== Dataset extract ==

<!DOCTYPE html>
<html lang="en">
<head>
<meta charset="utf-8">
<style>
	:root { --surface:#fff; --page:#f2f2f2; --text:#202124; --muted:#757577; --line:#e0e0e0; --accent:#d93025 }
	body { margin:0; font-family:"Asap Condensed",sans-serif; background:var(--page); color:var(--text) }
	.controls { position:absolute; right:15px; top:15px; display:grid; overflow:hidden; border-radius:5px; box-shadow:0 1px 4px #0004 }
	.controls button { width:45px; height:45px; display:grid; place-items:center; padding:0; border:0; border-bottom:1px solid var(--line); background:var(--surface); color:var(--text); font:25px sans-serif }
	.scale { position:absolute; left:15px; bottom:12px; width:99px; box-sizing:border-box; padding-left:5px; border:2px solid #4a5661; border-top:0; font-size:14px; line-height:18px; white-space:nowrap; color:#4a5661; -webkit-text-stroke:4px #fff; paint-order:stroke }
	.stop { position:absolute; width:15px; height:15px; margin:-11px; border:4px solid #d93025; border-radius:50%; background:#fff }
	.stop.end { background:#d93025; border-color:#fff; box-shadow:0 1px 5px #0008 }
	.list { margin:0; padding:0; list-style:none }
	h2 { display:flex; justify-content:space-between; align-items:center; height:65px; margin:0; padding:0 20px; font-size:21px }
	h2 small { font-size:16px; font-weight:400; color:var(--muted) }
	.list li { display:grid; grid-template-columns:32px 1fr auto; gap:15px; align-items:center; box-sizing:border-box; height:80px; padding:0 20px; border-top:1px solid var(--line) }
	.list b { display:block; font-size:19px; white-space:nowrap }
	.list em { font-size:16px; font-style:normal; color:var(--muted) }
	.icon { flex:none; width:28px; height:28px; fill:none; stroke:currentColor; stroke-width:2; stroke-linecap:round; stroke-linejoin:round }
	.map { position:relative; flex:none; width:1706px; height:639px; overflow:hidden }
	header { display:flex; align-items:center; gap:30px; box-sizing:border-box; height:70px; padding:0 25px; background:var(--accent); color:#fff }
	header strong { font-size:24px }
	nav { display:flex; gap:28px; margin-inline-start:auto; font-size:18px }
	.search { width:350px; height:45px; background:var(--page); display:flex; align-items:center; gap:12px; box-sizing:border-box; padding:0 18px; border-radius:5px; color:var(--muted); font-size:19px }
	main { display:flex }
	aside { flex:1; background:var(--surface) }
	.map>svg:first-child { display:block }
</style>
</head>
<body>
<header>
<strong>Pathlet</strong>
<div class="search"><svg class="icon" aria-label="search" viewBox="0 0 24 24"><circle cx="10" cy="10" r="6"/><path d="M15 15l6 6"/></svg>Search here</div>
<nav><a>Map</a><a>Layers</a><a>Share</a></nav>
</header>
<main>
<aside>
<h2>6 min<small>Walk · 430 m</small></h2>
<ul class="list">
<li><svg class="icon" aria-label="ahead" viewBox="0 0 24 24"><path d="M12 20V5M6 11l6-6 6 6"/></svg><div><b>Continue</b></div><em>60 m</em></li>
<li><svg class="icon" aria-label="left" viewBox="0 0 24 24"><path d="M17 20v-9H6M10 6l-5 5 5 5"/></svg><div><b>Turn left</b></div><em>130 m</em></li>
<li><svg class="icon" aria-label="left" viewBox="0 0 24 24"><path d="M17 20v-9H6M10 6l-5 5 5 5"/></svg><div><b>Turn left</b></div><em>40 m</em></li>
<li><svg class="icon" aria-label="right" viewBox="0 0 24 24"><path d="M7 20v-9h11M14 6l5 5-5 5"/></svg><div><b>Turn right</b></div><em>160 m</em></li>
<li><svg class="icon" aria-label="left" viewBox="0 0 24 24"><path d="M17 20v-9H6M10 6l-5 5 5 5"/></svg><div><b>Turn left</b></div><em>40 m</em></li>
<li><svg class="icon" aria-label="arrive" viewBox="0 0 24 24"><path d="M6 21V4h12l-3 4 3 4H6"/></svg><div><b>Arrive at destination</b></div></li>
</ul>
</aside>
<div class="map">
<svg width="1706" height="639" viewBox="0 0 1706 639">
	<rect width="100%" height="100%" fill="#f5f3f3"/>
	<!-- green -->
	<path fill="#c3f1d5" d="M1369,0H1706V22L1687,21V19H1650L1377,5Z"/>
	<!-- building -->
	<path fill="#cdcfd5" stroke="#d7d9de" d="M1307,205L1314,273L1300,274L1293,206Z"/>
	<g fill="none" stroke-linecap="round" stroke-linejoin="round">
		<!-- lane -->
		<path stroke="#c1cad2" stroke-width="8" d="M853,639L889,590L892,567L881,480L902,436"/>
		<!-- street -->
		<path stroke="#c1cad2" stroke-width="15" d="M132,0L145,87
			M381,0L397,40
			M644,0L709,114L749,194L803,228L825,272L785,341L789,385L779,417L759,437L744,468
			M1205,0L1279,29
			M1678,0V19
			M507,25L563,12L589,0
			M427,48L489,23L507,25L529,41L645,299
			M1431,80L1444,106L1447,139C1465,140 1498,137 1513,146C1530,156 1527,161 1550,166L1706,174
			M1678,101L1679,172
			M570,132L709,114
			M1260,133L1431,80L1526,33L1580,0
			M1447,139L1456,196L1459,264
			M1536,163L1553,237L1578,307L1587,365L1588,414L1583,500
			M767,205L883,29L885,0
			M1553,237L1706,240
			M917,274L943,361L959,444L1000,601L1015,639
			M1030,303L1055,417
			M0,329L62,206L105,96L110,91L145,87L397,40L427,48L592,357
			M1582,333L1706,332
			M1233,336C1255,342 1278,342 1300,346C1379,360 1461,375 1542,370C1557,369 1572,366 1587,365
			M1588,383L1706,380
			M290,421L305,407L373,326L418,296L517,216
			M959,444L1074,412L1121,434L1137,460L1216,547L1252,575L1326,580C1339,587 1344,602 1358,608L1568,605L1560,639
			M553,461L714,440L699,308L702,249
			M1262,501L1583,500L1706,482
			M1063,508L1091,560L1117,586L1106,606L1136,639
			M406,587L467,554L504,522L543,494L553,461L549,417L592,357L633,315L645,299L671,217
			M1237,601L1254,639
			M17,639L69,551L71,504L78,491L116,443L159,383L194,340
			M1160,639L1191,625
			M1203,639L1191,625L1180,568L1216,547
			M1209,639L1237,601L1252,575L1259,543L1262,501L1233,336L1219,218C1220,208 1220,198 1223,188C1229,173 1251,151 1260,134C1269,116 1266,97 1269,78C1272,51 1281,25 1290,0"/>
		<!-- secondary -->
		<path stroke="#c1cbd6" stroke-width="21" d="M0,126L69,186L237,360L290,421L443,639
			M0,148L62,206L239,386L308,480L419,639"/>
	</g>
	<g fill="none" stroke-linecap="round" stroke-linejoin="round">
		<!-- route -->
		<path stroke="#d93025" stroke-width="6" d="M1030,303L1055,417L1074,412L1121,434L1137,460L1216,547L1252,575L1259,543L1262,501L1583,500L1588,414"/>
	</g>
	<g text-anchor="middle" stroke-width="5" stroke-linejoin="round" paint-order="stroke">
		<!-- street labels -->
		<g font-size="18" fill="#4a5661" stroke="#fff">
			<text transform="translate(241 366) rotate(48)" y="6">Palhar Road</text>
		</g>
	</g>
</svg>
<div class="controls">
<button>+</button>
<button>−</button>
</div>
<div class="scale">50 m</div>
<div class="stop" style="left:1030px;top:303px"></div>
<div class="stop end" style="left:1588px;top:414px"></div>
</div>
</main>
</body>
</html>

===

Work request
Go through the listing, and whenever a line contains the string "scale", copy that line.

Answer
	.scale { position:absolute; left:15px; bottom:12px; width:99px; box-sizing:border-box; padding-left:5px; border:2px solid #4a5661; border-top:0; font-size:14px; line-height:18px; white-space:nowrap; color:#4a5661; -webkit-text-stroke:4px #fff; paint-order:stroke }
<div class="scale">50 m</div>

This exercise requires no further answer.